Single by J. Cole
- Released: December 5, 2016
- Genre: Hip hop
- Length: 2:41
- Label: Dreamville; Roc Nation;
- Songwriter: Jermaine Cole
- Producer: Cole

J. Cole singles chronology
| "Love Yourz" (2016) | "Everybody Dies" (2016) | "False Prophets" (2016) |

Music video
- "Everybody Dies" on YouTube

= Everybody Dies (song) =

2016 single by J. Cole

"Everybody Dies" is a single by American rapper J. Cole, released on December 5, 2016, along with his single "False Prophets". The two songs were previously previewed on the documentary Eyez.

== Background ==
"Everybody Dies" was originally included on J. Cole's fourth studio album 4 Your Eyez Only. It was later omitted due to the song not fitting the album's concept. In 2018, Cole revealed that the song was supposed to be on the tracklist of his upcoming sixth studio album The Fall Off.

The song samples "Me Against the World" by 2Pac featuring Dramacydal, "Inside My Love" by Minnie Riperton, and "Theme From the Planets" by Dexter Wansel.

== Controversy ==
J. Cole took aim at rappers using "Lil" in their stage names on the track, specifically with the following lines: "Especially the amateur eight-week rappers, Lil' whatever / Just another short bus rapper." Most assumed that this was directed at Lil Yachty and Lil Uzi Vert.

=== Responses ===
During an interview with Los Angeles' radio station Power 106, Lil Yachty responded by saying: "I don't listen to J. Cole [but] I definitely listened to it [and] people said he was talking about me. He said 'Lil.' I'm not little. My name has 'Lil' in it but there's a lot of 'Lil' rappers. [It's] either me or Uzi. Honestly, I don't give a fuck." He also said that Cole's dissing may have been triggered by Yachty's early messages on Twitter trolling J. Cole, most notably "Fuck J. Cole".
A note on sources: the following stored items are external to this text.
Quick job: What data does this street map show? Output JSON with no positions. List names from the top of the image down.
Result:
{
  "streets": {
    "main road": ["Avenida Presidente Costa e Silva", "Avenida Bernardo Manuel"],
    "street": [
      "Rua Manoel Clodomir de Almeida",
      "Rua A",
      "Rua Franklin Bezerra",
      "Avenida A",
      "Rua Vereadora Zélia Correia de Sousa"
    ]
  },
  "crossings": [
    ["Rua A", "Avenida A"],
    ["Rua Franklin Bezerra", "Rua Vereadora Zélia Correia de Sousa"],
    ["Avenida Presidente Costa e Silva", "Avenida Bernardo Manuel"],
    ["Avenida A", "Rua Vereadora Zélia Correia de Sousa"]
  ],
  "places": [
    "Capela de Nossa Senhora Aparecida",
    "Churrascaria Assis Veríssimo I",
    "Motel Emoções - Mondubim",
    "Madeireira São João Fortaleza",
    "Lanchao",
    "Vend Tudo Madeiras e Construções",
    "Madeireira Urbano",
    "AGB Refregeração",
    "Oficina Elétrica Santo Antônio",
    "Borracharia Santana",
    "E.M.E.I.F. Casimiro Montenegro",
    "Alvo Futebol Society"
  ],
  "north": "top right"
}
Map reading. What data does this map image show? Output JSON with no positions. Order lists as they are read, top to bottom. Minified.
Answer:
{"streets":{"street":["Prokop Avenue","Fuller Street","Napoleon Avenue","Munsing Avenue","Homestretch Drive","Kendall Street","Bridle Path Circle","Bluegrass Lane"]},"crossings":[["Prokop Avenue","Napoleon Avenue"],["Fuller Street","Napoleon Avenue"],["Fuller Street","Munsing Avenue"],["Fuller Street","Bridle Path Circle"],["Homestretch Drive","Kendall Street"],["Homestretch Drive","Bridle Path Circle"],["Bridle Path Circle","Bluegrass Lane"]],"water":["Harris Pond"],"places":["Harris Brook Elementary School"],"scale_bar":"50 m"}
Lil Uzi Vert acknowledged the track on Twitter, responding: "Heard some beautiful shit today @JColeNC 🔥💯. 😈®️".

== Charts ==

| Chart (2016) | Peak position |
|---|---|
| Canada Hot 100 (Billboard) | 93 |
| US Billboard Hot 100 | 57 |
| US Hot R&B/Hip-Hop Songs (Billboard) | 29 |
| US Hot Rap Songs (Billboard) | 23 |

==Certifications==

| Region | Certification | Certified units/sales |
| United States (RIAA) | Gold | 500,000^{‡} |
^{‡} Sales+streaming figures based on certification alone.